There was something about this little AA family’s process of progress that was incredible: the way each person stood at the podium, with a happy smile on their face, boasting, “Hi, my name is ___ and I’m an alcoholic!!” It blew me away. And don’t let me paint a false picture here; their boasting wasn’t pride of struggling with an alcohol addiction, but rather they were proud of themselves for owning their problems, claiming them as their own, and readily awaiting being able to add into the encouragement and support that their group had to offer.
And let me tell you: they even had cake. At the end of the AA meeting was a “Happy Birthday” to celebrate one of their member’s first year of sobriety. The entire group sang the happy birthday song! How extraordinary is that? An entire year of someone’s life regained because they fought back at what was tearing their life apart.
What if society saw all addictions as big of a deal as it saw alcoholism? You know, the way God sees things. And what if we treated our issues the way recovering alcoholics treated theirs?
We know we’ve got problems (and if you think you don’t, refer back to 1 John 1:1-10) so why stop there? Why stop at acknowledgement? We see that other people have success stories, so why not strive to be better ourselves and have our own story? What if we joined together in helping one another with our sins and addictions more often than we already do–and had cake? Think about how much easier it would be to control all of the emotions that come with fighting what tears us apart!
“When emotion and intellect are at battle, emotion will always win. You can be as knowledgeable as you want, but if you can’t control your emotions, they are always, always, always, going to win.” -Alcoholics Anonymous meeting.
We all have room to grow and better ourselves, so why not do it? Why not own our issues and strive to be more like Christ? Why not be like the alcoholics? Why not be proud of ourselves for repenting and turning our life around towards Jesus? Why not boast that we are big enough of a person to own our problems and help others who are facing similar ones?
“Hi, my name is ____, and I worry myself to death about my life, as if God isn’t already in control.”
“Hi, my name is ____, and I can’t seem to walk away from a relationship that tears me apart, as if God hasn’t planned someone perfect for me to have a fruitful relationship with.”
“Hi, my name is ____, and I gossip every single time I’m with my friends, as if God doesn’t cringe when I judge his beautiful creations.”
“Hi, my name is ____, and I hate the body I see in the mirror every day, as if God doesn’t say I am fearlessly and wonderfully made.”
I myself shouldn’t stop at this acknowledgement, and I myself would love to control my emotions, my addictions and my sins so that they don’t get the best of me. And I know that I am not all by myself. So why not join together–and why not celebrate with cake?!
I’m telling you, this experience became An Addicting Lesson in my life. And ironically, through my experience I have learned something I never had before. I found that while the fascination I gained at such a young age did come from someone who stood up and got help against a drug addiction, it wasn’t the fight against drugs that defined their character.
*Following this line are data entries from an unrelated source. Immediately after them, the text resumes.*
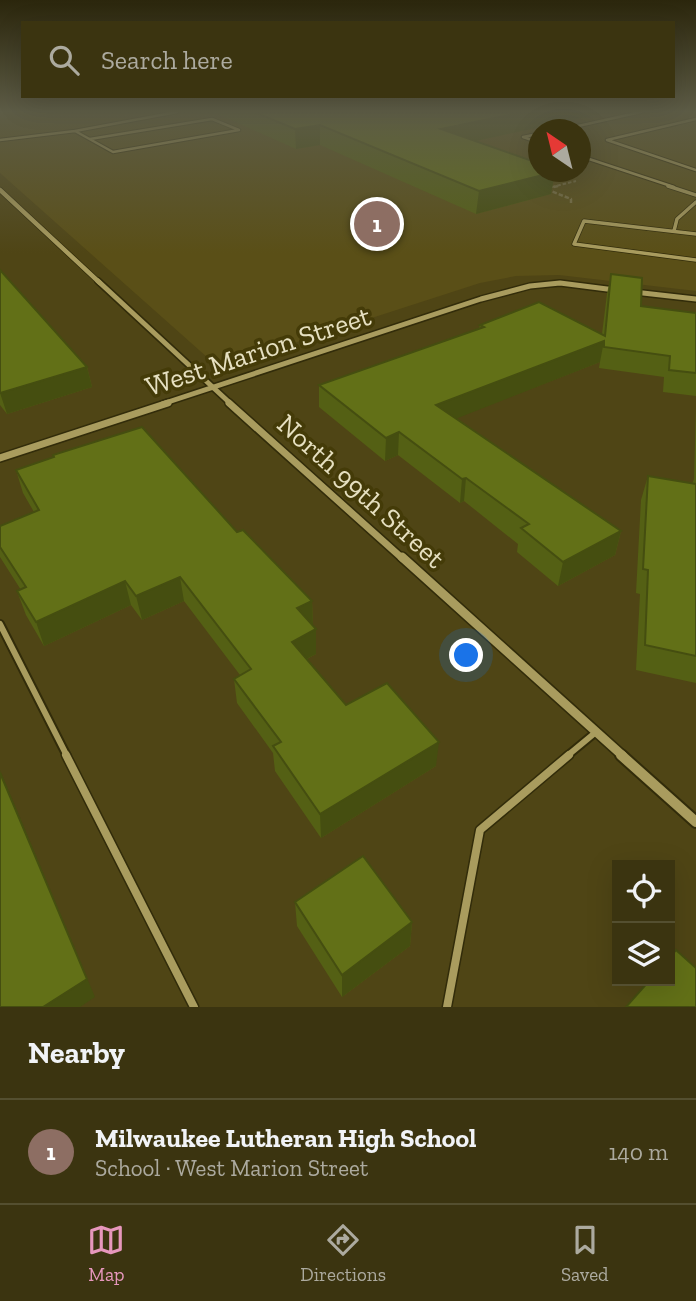 <!DOCTYPE html>
<html lang="en">
<head>
<meta charset="utf-8">
<style>
  body { margin:0; font-family:"Zilla Slab",serif; background:#423c19; color:#f1f3f6 }
  .controls { position:absolute; right:21px; bottom:21px; display:grid; overflow:hidden; border-radius:0px; box-shadow:0 7px 28px #0002 }
  .controls button { width:63px; height:63px; display:grid; place-items:center; padding:0; border:0; border-bottom:2px solid #544f30; background:#3b3410; color:#f1f3f6; font:35px sans-serif }
  .compass { position:absolute; left:528px; top:119px; width:63px; height:63px; border-radius:50%; background:#3b3410; box-shadow:0 7px 28px #0002; rotate:325deg }
  .you { position:absolute; left:467px; top:656px; width:24px; height:24px; margin:-18px; border:5px solid #fff; border-radius:50%; background:#1a73e8; box-shadow:0 0 0 10px #1a73e833 }
  .badge { display:grid; place-items:center; width:46px; height:46px; border-radius:50%; background:#e797bd; color:#fff; font-size:23px; font-weight:700 }
  .pin { position:absolute; translate:-50% -50%; border:4px solid #fff; box-shadow:0 2px 7px #0006 }
  .list { margin:0; padding:0; list-style:none }
  h2 { display:flex; justify-content:space-between; align-items:center; height:91px; margin:0; padding:0 28px; font-size:30px }
  h2 small { font-size:23px; font-weight:400; color:#acaa9f }
  .list li { display:grid; grid-template-columns:46px 1fr auto; gap:21px; align-items:center; box-sizing:border-box; height:105px; padding:0 28px; border-top:2px solid #544f30 }
  .list b { display:block; font-size:26px; white-space:nowrap }
  .list p { margin:0; font-size:23px; white-space:nowrap; color:#acaa9f }
  .list em { font-size:23px; font-style:normal; color:#acaa9f }
  .icon { flex:none; width:38px; height:38px; fill:none; stroke:currentColor; stroke-width:2; stroke-linecap:round; stroke-linejoin:round }
  .map { position:relative; flex:none; width:696px; height:1007px; overflow:hidden }
  .search { position:absolute; background:#3b3410; box-shadow:0 7px 28px #0002; left:21px; right:21px; top:21px; height:77px; display:flex; align-items:center; gap:18px; box-sizing:border-box; padding:0 24px; border-radius:0px; color:#acaa9f; font-size:26px }
  .sheet { height:196px; background:#3b3410 }
  nav { display:flex; justify-content:space-around; align-items:center; box-sizing:border-box; height:98px; border-top:2px solid #544f30; background:#3b3410; font-size:19px; color:#acaa9f }
  nav a { display:grid; justify-items:center; gap:4px }
  nav .on { color:#e797bd }
  .map>svg:first-child { display:block }
</style>
</head>
<body>
<div class="map">
<svg width="696" height="1007" viewBox="0 0 696 1007">
  <rect width="100%" height="100%" fill="#4f4515"/>
  <path fill="#5a4f17" fill-rule="evenodd" d="M0,112H696V291L559,275L516,276L480,283L242,360L217,362L208,358L0,173ZM538,130H580V172H538Z"/>
  <g fill="none" stroke-linecap="round" stroke-linejoin="round">
    <defs>
      <path id="lane-far3" d="M696,119L607,140L696,170
        M560,130L641,112
        M75,131L177,112
        M538,134L523,137L538,142
        M0,140L75,131L113,152L239,130L212,119L90,139
        M580,156L674,187"/>
      <path id="lane-far2" d="M668,186L696,195
        M674,231L677,219L696,202
        M696,234L584,221L574,244L696,260"/>
      <path id="lane-far1" d="M0,624L67,756
        M567,756L596,732"/>
      <path id="lane" d="M66,755L194,1007
        M447,1007L480,830L569,755"/>
      <path id="street-far4" d="M0,190L100,283"/>
      <path id="street-far3" d="M98,281L231,404
        M634,292L696,299
        M162,404L481,299L530,286L560,283L615,290"/>
      <path id="street-far2" d="M229,403L403,559
        M0,458L168,403"/>
      <path id="street-far1" d="M402,557L623,756"/>
      <path id="street" d="M621,755L696,822"/>
    </defs>
    <use href="#lane-far3" stroke="#322c0a" stroke-width="4.5"/>
    <use href="#lane-far2" stroke="#322c0a" stroke-width="5"/>
    <use href="#lane-far1" stroke="#322c0a" stroke-width="10"/>
    <use href="#lane" stroke="#322c0a" stroke-width="11"/>
    <use href="#street-far4" stroke="#322c0a" stroke-width="6"/>
    <use href="#street-far3" stroke="#322c0a" stroke-width="8"/>
    <use href="#street-far2" stroke="#322c0a" stroke-width="10"/>
    <use href="#street-far1" stroke="#322c0a" stroke-width="12"/>
    <use href="#street" stroke="#322c0a" stroke-width="14"/>
    <path stroke="#7d7449" stroke-width="2" stroke-dasharray="3.5 2" stroke-linecap="butt" d="M552,187L576,181"/>
    <path stroke="#7d7449" stroke-width="2.5" stroke-dasharray="4.5 2" stroke-linecap="butt" d="M558,186L546,189L571,199V203"/>
    <use href="#lane-far3" stroke="#a99c5e" stroke-width="2.5"/>
    <use href="#lane-far2" stroke="#a99c5e" stroke-width="3.5"/>
    <use href="#lane-far1" stroke="#a99c5e" stroke-width="6"/>
    <use href="#lane" stroke="#a99c5e" stroke-width="8"/>
    <use href="#street-far4" stroke="#a99c5e" stroke-width="4.5"/>
    <use href="#street-far3" stroke="#a99c5e" stroke-width="5"/>
    <use href="#street-far2" stroke="#a99c5e" stroke-width="7"/>
    <use href="#street-far1" stroke="#a99c5e" stroke-width="9"/>
    <use href="#street" stroke="#a99c5e" stroke-width="10"/>
  </g>
  <path fill="#546014" d="M213,112H609L475,141L538,172H555L551,194L476,214L320,145L296,149Z
    M0,270L87,367L92,387L7,414L0,405Z
    M611,274L641,306L696,313V396L663,392L664,377L599,368L600,362L456,418L621,531L615,555L558,586L517,552L518,544L464,501L460,503L398,455L385,461L319,407V385L479,329L480,325L602,334L607,294Z
    M696,406V683L636,670L640,594L636,593L641,500L648,476L692,484L694,479Z
    M53,455L237,532L312,601L313,625L312,626L316,629V654L307,659L346,705L436,766L321,838L275,771L273,753L237,703L234,679L240,675L184,601L142,620L131,605L44,646L26,615L17,591L21,590L0,557V526L34,512L23,493L16,470L53,457Z
    M295,902L412,922L410,946L342,997L297,926Z"/>
  <path fill="#454e10" d="M524,112H609L439,149L441,129Z
    M320,125V145L296,149L295,129Z
    M555,172L551,194L476,214L479,191Z
    M604,341L600,362L435,427L436,405Z
    M87,367L92,387L7,414L0,393Z
    M399,432L398,455L385,461L386,438Z
    M466,478L464,501L460,503L462,479Z
    M621,531L615,555L558,586L563,562Z
    M180,577L184,601L142,620L136,596Z
    M125,581L131,605L44,646L36,622Z
    M312,601L313,625L298,633L297,608Z
    M316,629V654L293,666L292,642Z
    M439,742L436,766L321,838L320,814Z
    M0,770L95,997L80,1007H43Z
    M412,922L410,946L342,997V975Z"/>
  <path fill="#627017" stroke="#454e10" stroke-width="2" d="M254,112H524L441,129L538,163V172H555L479,191L320,125L295,129Z
    M0,270L87,367L0,393Z
    M611,274L642,278L641,306L696,313V373L669,370L670,356L604,347V341L436,405L621,531L563,562L521,528L529,524L466,478L462,479L399,432L386,438L319,385L484,327L480,325L539,302L605,336Z
    M142,427L237,532L243,530L312,601L297,608L316,629L292,642L346,705L387,683L439,742L320,814L273,746L281,742L234,679L251,669L180,577L136,596L125,581L36,622L17,591L26,587L0,547V526L39,510L16,470L54,457L53,455Z
    M648,476L696,484V656L645,645L648,570L643,569Z
    M0,773L87,979L43,1007H0Z
    M363,856L412,922L342,975L295,902Z
    M676,950L696,968V1007H626L649,981H670V957Z"/>
  <linearGradient id="sky" x2="0" y2="1"><stop stop-color="#2b260c"/><stop offset="0.44" stop-color="#5d5c46"/><stop offset="1" stop-color="#5d5c46" stop-opacity="0"/></linearGradient>
  <rect width="696" height="253" fill="url(#sky)"/>
  <g text-anchor="middle" dominant-baseline="central" stroke-width="7" stroke-linejoin="round" paint-order="stroke">
    <g font-size="28" fill="#e6e0c1" stroke="#443b08">
      <text transform="translate(258 351) rotate(-18)">West Marion Street</text>
      <text transform="translate(361 491) rotate(42)">North 99th Street</text>
    </g>
  </g>
</svg>
<div class="controls">
<button><svg class="icon" aria-label="locate" viewBox="0 0 24 24"><circle cx="12" cy="12" r="6"/><path d="M12 2v4M12 18v4M2 12h4M18 12h4"/></svg></button>
<button><svg class="icon" aria-label="layers" viewBox="0 0 24 24"><path d="M12 4l9 5-9 5-9-5zM3 14l9 5 9-5"/></svg></button>
</div>
<svg class="compass" viewBox="-18 -18 36 36"><path d="M0-13l5 13h-10z" fill="#e53935"/><path d="M0 13l5-13h-10z" fill="#acaa9f"/></svg>
<div class="you"></div>
<div class="pin badge" style="left:377px;top:224px;background:#8d6e63">1</div>
<div class="search"><svg class="icon" aria-label="search" viewBox="0 0 24 24"><circle cx="10" cy="10" r="6"/><path d="M15 15l6 6"/></svg>Search here</div>
</div>
<section class="sheet">
<h2>Nearby<small></small></h2>
<ul class="list">
<li><span class="badge" style="background:#8d6e63">1</span><div><b>Milwaukee Lutheran High School</b><p>School · West Marion Street</p></div><em>140 m</em></li>
</ul>
</section>
<nav>
<a class="on"><svg class="icon" aria-label="map" viewBox="0 0 24 24"><path d="M3 6l6-2 6 2 6-2v14l-6 2-6-2-6 2zM9 4v14M15 6v14"/></svg>Map</a>
<a><svg class="icon" aria-label="directions" viewBox="0 0 24 24"><path d="M12 3l9 9-9 9-9-9zM9 14v-3h6M13 9l2 2-2 2"/></svg>Directions</a>
<a><svg class="icon" aria-label="saved" viewBox="0 0 24 24"><path d="M7 4h10v16l-5-4-5 4z"/></svg>Saved</a>
</nav>
</body>
</html>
In turn, I’ve learned it was the fight of taking back their life from the addiction itself that defined their character. And that character could come from someone like me, someone who has never even tried drugs, someone who has an entirely different kind of addiction. You see, society has identified addiction as strictly drugs or alcohol, but God sees all addictions as equal. So I too, can build such a character. We all can. And we all should! And the lessons we learn will be addicting!